* What you will do *
Restate verbatim the span of lines below between the line with "M492,86H510V117H493Z" and the line with "M328,789H355V804H327Z", including those two lines, and only that span.

_ _ _ _ _ _ _

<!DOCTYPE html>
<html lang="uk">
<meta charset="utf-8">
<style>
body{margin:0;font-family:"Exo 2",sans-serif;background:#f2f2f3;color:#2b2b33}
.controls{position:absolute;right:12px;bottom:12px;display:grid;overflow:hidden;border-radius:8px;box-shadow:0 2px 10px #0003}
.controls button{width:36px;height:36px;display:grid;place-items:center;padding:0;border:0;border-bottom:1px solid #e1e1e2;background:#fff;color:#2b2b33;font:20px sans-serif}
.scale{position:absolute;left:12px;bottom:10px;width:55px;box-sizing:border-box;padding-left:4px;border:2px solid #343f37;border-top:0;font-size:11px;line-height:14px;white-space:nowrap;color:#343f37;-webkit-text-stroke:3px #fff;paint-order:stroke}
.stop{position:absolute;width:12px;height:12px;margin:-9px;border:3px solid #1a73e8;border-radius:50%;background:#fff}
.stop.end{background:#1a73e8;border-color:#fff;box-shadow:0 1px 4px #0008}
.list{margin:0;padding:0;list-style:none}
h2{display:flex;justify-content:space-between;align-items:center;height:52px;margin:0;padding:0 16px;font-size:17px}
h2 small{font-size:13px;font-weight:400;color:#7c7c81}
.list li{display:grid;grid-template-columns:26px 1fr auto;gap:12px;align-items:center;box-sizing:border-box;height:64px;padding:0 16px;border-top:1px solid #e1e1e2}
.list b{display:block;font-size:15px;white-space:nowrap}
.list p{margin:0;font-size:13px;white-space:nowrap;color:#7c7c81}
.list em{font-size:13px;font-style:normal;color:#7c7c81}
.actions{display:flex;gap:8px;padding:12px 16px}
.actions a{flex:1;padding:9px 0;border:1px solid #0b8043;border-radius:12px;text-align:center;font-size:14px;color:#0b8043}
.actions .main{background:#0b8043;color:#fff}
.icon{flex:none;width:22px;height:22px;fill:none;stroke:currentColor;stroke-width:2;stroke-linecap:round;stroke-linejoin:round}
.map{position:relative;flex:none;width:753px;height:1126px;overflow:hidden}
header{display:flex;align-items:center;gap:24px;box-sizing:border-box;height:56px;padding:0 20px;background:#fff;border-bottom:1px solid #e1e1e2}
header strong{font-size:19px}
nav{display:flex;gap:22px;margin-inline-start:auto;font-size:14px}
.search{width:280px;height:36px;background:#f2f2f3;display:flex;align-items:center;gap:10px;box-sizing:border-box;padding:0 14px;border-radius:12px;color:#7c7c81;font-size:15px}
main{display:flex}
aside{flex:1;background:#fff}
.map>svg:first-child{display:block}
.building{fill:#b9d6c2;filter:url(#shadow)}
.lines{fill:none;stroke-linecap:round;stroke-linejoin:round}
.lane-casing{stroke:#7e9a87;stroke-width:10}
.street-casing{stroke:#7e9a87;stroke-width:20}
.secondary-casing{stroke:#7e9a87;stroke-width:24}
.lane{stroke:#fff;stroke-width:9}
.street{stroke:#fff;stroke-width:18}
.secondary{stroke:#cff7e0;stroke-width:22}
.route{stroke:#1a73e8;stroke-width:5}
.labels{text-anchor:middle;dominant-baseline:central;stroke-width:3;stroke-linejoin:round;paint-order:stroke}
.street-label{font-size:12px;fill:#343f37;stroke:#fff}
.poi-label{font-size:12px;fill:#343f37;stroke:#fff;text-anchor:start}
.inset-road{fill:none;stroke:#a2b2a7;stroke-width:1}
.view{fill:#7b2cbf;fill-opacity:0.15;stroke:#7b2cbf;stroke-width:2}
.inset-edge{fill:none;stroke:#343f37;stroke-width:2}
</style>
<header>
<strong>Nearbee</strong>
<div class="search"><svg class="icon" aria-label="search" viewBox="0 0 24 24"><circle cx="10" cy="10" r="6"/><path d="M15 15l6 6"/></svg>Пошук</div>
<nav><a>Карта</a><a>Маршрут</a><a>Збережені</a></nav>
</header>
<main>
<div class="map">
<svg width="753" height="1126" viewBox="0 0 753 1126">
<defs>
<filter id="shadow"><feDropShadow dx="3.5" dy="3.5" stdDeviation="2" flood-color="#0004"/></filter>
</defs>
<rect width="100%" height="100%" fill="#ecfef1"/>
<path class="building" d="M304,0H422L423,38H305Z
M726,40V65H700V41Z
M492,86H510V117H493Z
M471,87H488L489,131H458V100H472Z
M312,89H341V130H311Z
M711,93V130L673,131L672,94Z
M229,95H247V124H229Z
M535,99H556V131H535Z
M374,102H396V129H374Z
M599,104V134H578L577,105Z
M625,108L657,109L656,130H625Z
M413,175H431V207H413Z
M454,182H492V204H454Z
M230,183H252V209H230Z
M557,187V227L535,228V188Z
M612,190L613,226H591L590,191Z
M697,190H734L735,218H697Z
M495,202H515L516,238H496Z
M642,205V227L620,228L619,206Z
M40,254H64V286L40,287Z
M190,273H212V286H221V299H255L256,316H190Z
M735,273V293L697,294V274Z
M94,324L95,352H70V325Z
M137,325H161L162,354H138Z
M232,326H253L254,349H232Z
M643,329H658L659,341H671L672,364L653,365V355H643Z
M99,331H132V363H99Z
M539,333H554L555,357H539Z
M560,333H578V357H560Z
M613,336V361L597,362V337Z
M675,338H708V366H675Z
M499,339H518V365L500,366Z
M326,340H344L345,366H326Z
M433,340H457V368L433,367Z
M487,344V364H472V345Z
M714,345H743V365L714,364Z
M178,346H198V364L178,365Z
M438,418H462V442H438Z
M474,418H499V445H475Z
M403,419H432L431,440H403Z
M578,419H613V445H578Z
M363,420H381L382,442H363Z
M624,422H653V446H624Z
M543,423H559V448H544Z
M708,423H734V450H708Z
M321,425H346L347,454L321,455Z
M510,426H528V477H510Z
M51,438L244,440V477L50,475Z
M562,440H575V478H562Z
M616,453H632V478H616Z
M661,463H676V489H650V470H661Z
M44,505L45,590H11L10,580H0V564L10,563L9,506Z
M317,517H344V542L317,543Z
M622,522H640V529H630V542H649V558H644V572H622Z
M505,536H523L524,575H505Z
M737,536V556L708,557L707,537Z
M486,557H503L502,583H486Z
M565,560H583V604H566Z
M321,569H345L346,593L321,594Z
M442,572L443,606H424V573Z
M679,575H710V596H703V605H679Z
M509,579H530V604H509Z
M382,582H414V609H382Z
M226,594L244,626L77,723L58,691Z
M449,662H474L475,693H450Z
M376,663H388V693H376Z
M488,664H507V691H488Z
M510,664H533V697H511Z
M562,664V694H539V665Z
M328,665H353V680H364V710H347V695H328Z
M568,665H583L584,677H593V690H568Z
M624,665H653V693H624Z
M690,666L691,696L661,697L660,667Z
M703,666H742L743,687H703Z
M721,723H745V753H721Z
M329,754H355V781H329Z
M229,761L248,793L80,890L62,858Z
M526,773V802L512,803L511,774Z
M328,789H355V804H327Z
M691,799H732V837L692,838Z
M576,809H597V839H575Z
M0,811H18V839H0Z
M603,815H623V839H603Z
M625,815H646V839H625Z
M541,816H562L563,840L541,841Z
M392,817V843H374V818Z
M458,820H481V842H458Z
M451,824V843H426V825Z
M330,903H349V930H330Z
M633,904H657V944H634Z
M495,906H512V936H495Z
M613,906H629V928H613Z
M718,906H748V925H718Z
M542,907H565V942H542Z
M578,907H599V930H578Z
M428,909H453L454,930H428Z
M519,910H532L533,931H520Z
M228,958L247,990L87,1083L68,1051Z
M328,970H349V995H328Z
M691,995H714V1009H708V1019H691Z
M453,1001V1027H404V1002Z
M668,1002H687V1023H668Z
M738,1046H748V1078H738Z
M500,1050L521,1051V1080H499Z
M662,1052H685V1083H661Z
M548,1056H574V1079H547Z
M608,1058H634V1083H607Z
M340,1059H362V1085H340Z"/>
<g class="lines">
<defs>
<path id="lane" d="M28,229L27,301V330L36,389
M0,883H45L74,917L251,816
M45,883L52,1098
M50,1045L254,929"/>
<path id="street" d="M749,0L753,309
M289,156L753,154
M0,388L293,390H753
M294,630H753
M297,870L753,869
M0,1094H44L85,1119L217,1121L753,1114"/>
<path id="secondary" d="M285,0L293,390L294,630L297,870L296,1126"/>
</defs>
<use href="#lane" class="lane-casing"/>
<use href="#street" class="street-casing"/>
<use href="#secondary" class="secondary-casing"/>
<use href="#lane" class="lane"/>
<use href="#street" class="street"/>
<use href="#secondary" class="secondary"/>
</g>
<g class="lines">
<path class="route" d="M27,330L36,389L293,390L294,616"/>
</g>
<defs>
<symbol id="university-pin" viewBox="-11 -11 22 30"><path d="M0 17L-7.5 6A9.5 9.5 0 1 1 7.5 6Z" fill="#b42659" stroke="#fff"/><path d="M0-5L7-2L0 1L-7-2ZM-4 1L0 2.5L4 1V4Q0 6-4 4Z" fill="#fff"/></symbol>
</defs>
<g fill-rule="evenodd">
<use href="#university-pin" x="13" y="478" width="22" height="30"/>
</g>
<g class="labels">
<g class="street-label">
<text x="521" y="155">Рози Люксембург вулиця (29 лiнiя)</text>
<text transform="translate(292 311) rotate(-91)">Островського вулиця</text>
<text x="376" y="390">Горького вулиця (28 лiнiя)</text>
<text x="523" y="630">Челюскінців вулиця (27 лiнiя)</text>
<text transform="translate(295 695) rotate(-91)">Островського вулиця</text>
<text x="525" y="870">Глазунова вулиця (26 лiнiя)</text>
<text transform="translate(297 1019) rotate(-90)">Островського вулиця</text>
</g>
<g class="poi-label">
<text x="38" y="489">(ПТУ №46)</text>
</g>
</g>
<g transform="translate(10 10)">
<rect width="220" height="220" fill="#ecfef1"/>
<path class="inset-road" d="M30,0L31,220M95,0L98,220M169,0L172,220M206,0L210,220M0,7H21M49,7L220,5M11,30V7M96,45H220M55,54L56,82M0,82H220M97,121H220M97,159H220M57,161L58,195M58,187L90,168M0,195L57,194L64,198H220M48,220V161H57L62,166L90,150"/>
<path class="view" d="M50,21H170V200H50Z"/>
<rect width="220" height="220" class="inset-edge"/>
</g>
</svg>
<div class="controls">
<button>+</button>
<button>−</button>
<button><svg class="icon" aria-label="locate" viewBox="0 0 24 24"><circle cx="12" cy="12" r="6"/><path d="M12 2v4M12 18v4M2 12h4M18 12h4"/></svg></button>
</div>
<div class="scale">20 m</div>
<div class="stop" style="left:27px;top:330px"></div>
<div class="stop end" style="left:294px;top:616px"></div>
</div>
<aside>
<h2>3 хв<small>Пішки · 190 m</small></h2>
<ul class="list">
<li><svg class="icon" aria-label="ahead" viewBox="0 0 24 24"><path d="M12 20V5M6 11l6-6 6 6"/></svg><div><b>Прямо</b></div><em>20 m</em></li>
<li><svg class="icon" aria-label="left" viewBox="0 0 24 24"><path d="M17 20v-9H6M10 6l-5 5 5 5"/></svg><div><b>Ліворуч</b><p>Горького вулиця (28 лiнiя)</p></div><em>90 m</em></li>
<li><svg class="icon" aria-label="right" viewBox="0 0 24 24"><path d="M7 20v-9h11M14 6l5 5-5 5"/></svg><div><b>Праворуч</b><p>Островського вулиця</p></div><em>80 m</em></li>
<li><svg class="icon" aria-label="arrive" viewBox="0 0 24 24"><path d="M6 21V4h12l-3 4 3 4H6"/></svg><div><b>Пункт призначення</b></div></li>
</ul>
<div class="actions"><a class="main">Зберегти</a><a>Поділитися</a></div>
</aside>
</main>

_ _ _ _ _ _ _

* Task output *
M492,86H510V117H493Z
M471,87H488L489,131H458V100H472Z
M312,89H341V130H311Z
M711,93V130L673,131L672,94Z
M229,95H247V124H229Z
M535,99H556V131H535Z
M374,102H396V129H374Z
M599,104V134H578L577,105Z
M625,108L657,109L656,130H625Z
M413,175H431V207H413Z
M454,182H492V204H454Z
M230,183H252V209H230Z
M557,187V227L535,228V188Z
M612,190L613,226H591L590,191Z
M697,190H734L735,218H697Z
M495,202H515L516,238H496Z
M642,205V227L620,228L619,206Z
M40,254H64V286L40,287Z
M190,273H212V286H221V299H255L256,316H190Z
M735,273V293L697,294V274Z
M94,324L95,352H70V325Z
M137,325H161L162,354H138Z
M232,326H253L254,349H232Z
M643,329H658L659,341H671L672,364L653,365V355H643Z
M99,331H132V363H99Z
M539,333H554L555,357H539Z
M560,333H578V357H560Z
M613,336V361L597,362V337Z
M675,338H708V366H675Z
M499,339H518V365L500,366Z
M326,340H344L345,366H326Z
M433,340H457V368L433,367Z
M487,344V364H472V345Z
M714,345H743V365L714,364Z
M178,346H198V364L178,365Z
M438,418H462V442H438Z
M474,418H499V445H475Z
M403,419H432L431,440H403Z
M578,419H613V445H578Z
M363,420H381L382,442H363Z
M624,422H653V446H624Z
M543,423H559V448H544Z
M708,423H734V450H708Z
M321,425H346L347,454L321,455Z
M510,426H528V477H510Z
M51,438L244,440V477L50,475Z
M562,440H575V478H562Z
M616,453H632V478H616Z
M661,463H676V489H650V470H661Z
M44,505L45,590H11L10,580H0V564L10,563L9,506Z
M317,517H344V542L317,543Z
M622,522H640V529H630V542H649V558H644V572H622Z
M505,536H523L524,575H505Z
M737,536V556L708,557L707,537Z
M486,557H503L502,583H486Z
M565,560H583V604H566Z
M321,569H345L346,593L321,594Z
M442,572L443,606H424V573Z
M679,575H710V596H703V605H679Z
M509,579H530V604H509Z
M382,582H414V609H382Z
M226,594L244,626L77,723L58,691Z
M449,662H474L475,693H450Z
M376,663H388V693H376Z
M488,664H507V691H488Z
M510,664H533V697H511Z
M562,664V694H539V665Z
M328,665H353V680H364V710H347V695H328Z
M568,665H583L584,677H593V690H568Z
M624,665H653V693H624Z
M690,666L691,696L661,697L660,667Z
M703,666H742L743,687H703Z
M721,723H745V753H721Z
M329,754H355V781H329Z
M229,761L248,793L80,890L62,858Z
M526,773V802L512,803L511,774Z
M328,789H355V804H327Z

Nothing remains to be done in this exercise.